One week into the ABS challenge system, the Boston Red Sox have a clearly defined strategy.

“The most important thing is when (we challenge), we don’t want to be the team that challenges the most,” Red Sox manager Alex Cora said. “We want to be the most efficient.”

The Cleveland Guardians have the complete opposite strategy.

“It’s more about how many we can get right than it is our percentage,” Guardians manager Stephen Vogt said. “Whether you’re 2-for-100 or 2-for-2, you got two challenges overturned. We want our guys to use them.”

At some point, the league might reach a consensus, but Major League Baseball’s first week with the Automated Ball-Strike challenge system has been a learning process that’s felt almost experimental. According to Tap to Challenge, a site that uses Statcast data to track ABS events, the Arizona Diamondbacks challenged only seven pitches in the first week while the Minnesota Twins challenged 26. The Guardians were 2-for-12 in their challenges, while the Orioles were 12-for-14.

The disparities are huge.

“It’s easy for all of you and everybody after the game to say, ‘What are we doing?’” Chicago Cubs manager Craig Counsell said, pounding the table for emphasis. “But the real time of this thing is a completely different animal for the players and for the umpires and for the catchers.”

In interviews with nearly two dozen Major League managers, coaches, players and executives, The Athletic found far more positive first impressions than negative, but those evaluations often came with caveats. The system has created more stress for catchers, added top-of-the-zone confusion for hitters and pitchers, and has brought intense and often uncomfortable scrutiny to umpires.

“It’s correct to have a chance to get it right,” Tampa Bay Rays pitching coach Kyle Snyder said. “But I personally feel for the umpires under this current system. … Given today’s environment — velocity, huge break profiles on offspeed, extension deception, etc., and not having the benefit of knowing what pitch is coming — it’s pretty remarkable how accurate most of them are. It makes the game better, but the umpires are humans too.

“It must be difficult at the moment and in the moment for some of the most tenured umpires.”

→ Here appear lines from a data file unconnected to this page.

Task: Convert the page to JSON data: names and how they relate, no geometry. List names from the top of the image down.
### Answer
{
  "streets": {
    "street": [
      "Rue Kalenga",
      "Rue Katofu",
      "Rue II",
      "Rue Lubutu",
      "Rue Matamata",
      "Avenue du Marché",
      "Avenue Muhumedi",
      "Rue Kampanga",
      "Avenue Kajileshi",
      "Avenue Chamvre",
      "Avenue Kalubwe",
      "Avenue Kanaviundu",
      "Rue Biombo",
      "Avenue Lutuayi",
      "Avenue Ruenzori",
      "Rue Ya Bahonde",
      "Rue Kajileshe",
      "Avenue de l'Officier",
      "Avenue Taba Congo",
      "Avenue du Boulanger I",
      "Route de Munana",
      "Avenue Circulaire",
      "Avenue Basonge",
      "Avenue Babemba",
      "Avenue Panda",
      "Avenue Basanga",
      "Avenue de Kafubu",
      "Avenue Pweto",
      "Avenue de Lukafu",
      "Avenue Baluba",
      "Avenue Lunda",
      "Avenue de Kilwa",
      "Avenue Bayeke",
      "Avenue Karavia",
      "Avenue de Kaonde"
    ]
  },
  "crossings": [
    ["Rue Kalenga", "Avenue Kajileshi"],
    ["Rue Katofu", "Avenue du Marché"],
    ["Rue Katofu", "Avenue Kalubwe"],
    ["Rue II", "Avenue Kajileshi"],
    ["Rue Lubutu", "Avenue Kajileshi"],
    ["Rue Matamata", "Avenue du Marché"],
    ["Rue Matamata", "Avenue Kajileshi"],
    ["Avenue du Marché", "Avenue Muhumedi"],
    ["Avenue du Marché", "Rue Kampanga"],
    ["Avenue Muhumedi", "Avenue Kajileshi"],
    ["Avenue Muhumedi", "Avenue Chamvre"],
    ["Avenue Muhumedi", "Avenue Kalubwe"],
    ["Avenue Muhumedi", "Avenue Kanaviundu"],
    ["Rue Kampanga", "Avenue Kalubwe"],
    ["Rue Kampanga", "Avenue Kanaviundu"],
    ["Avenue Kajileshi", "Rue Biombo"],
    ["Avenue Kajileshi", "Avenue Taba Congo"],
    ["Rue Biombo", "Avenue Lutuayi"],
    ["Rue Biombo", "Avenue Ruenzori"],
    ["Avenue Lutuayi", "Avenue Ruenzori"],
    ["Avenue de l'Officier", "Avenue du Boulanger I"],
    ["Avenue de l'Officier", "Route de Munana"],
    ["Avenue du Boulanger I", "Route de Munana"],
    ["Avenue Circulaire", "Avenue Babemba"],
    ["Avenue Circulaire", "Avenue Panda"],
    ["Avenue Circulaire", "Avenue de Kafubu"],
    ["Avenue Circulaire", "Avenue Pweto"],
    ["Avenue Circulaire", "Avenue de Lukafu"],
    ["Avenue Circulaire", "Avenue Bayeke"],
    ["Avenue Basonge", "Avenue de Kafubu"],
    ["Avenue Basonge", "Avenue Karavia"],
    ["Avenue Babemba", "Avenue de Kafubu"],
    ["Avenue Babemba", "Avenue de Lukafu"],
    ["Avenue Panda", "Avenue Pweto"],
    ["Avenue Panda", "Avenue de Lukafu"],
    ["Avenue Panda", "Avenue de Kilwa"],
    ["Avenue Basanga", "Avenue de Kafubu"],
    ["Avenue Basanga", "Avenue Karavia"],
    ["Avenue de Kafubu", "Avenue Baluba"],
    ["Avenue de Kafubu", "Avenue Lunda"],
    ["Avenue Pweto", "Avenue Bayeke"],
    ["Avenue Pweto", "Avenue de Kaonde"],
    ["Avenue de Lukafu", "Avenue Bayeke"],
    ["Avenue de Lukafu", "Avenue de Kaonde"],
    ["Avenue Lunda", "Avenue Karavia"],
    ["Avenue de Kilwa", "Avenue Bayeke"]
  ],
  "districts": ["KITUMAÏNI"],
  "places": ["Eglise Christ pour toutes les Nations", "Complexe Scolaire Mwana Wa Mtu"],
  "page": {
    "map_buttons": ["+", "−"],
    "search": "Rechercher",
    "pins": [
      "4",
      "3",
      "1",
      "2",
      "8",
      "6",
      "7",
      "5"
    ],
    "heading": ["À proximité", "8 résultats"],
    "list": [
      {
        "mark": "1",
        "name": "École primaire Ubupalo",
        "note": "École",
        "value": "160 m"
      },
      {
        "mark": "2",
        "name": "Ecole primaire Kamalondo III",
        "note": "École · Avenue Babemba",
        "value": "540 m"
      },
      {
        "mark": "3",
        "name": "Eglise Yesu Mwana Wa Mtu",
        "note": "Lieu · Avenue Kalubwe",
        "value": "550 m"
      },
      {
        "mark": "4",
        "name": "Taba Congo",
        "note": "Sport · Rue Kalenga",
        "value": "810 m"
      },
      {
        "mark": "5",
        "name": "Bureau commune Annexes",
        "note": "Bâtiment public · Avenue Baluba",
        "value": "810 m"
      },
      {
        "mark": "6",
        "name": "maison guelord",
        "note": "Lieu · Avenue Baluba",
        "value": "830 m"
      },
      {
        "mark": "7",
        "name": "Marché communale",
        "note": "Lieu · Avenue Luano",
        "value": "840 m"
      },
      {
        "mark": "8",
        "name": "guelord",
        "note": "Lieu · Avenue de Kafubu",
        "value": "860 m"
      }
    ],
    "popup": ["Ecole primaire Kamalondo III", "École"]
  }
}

Although every team spent time in spring training discussing ABS strategy, it’s still a work in progress in most dugouts. Some teams are being aggressive. Others are holding back. The San Diego Padres keep a challenge play sheet in the dugout — similar to a play sheet an NFL coach might use when deciding whether to go for 2 — that outlines situations in which to be most or least aggressive in challenging borderline pitches.

“Yes, we have it color-coded, elementary style,” Padres manager Craig Stammen said.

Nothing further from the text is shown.